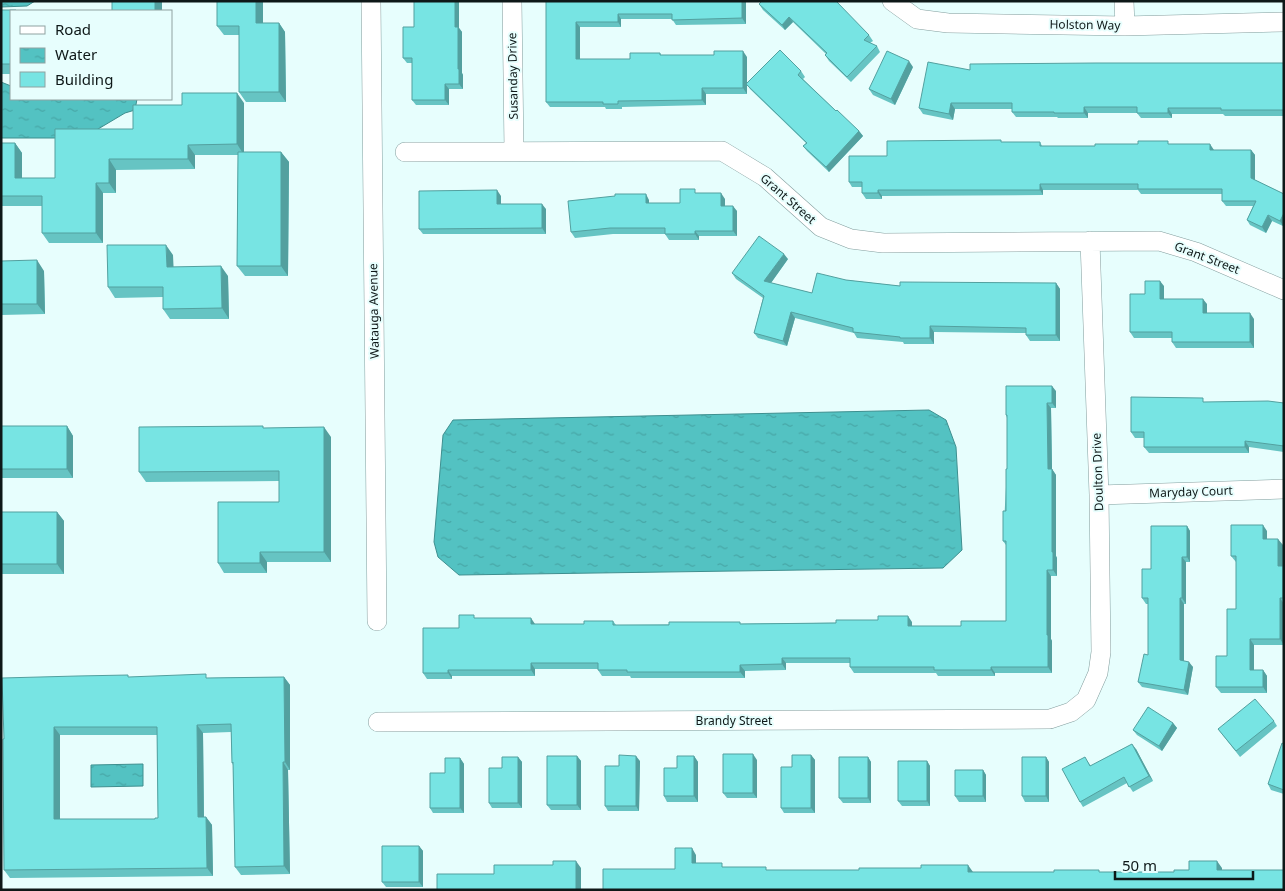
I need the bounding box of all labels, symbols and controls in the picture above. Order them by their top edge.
legend [10,10,172,100]
street label: Holston Way [1049,15,1121,34]
text: Road [55,19,91,39]
street label: Susanday Drive [503,32,522,120]
text: Water [55,44,97,64]
text: Building [55,69,113,89]
street label: Grant Street [757,170,820,228]
street label: Grant Street [1172,237,1243,278]
street label: Watauga Avenue [364,263,383,359]
street label: Doulton Drive [1088,432,1107,511]
street label: Maryday Court [1149,482,1234,501]
street label: Brandy Street [696,712,773,729]
scale bar [1115,848,1252,880]
text: 50 m [1122,855,1157,875]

■ ■ ■

TASK: Write out all of the records above. Keep them exact and leave out the pictures.

SOLVED PROBLEM:
I need the bounding box of all labels, symbols and controls in the picture above. Order them by their top edge.
legend [10,10,172,100]
street label: Holston Way [1049,15,1121,34]
text: Road [55,19,91,39]
street label: Susanday Drive [503,32,522,120]
text: Water [55,44,97,64]
text: Building [55,69,113,89]
street label: Grant Street [757,170,820,228]
street label: Grant Street [1172,237,1243,278]
street label: Watauga Avenue [364,263,383,359]
street label: Doulton Drive [1088,432,1107,511]
street label: Maryday Court [1149,482,1234,501]
street label: Brandy Street [696,712,773,729]
scale bar [1115,848,1252,880]
text: 50 m [1122,855,1157,875]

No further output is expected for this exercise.